═══ RECORDS FOR THE EXERCISE
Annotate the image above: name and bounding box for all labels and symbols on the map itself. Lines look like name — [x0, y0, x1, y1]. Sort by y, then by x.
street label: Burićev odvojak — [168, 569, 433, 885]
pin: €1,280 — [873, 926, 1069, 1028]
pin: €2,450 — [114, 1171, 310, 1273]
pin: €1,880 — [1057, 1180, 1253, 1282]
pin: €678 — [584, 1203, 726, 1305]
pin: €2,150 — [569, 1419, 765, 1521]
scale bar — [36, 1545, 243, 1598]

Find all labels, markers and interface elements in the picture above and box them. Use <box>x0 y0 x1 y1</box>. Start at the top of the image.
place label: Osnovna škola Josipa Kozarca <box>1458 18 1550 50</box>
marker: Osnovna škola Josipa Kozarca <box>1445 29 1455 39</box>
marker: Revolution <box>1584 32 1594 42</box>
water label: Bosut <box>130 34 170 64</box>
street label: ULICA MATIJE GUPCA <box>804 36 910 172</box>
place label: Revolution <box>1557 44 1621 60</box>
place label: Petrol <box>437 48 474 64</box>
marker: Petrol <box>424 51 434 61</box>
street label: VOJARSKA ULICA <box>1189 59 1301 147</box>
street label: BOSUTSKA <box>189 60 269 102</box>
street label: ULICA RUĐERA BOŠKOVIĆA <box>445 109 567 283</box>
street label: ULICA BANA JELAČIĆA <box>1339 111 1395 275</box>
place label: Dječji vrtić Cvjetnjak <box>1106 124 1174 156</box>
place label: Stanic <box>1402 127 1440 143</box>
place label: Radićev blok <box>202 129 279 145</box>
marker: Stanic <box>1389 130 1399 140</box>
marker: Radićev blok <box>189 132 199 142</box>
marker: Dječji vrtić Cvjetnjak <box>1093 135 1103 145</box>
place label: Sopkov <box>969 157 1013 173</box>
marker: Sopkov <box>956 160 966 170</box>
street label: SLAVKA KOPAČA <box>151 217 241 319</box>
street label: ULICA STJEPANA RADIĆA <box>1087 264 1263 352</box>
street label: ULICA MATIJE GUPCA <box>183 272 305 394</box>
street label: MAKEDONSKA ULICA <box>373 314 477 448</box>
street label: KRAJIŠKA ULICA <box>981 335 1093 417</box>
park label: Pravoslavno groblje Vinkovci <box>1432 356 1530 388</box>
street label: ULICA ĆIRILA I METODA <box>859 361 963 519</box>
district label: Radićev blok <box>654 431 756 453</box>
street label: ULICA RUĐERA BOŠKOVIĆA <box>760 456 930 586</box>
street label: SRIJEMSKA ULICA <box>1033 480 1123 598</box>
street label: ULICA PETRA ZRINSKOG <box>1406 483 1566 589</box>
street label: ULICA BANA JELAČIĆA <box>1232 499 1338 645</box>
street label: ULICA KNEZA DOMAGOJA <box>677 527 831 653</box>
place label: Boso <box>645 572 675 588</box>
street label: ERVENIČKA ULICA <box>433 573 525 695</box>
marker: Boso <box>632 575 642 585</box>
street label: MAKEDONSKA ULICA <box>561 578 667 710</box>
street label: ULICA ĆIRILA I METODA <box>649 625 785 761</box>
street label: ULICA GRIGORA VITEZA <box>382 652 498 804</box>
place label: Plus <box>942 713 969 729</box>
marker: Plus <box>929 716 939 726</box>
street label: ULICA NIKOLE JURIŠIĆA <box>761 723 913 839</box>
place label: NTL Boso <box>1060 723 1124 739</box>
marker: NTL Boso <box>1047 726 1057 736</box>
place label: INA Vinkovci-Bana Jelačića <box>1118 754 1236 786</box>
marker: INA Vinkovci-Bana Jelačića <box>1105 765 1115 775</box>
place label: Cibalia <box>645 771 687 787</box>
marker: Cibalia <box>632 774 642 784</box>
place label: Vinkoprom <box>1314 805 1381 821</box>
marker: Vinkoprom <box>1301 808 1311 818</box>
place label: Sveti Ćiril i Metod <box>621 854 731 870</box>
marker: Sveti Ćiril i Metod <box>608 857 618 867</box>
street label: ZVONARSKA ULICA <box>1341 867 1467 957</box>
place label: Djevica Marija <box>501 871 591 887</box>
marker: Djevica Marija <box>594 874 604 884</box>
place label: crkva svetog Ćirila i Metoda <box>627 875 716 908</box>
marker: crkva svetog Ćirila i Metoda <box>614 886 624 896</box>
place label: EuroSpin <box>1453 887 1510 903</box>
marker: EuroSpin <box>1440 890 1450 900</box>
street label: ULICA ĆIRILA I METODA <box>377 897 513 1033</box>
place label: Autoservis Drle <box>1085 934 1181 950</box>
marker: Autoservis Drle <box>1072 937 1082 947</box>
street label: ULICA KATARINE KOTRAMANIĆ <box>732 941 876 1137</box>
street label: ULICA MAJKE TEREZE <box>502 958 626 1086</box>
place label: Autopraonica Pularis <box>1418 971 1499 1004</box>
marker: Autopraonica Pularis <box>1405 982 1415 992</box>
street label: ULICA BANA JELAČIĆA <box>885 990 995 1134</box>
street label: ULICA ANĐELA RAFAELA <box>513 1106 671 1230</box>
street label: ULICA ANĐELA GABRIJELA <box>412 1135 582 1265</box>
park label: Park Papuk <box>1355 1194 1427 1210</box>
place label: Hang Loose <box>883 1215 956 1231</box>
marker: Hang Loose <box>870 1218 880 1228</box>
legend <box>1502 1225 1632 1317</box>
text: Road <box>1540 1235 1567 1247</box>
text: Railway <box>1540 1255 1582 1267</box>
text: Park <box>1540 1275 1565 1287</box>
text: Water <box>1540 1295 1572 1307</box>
══════
* **YOUR INSTRUCTIONS**
Bring together all lines of the entries above in which the string "Radićev" occurs.

* **WRITTEN ANSWER**
place label: Radićev blok <box>202 129 279 145</box>
marker: Radićev blok <box>189 132 199 142</box>
district label: Radićev blok <box>654 431 756 453</box>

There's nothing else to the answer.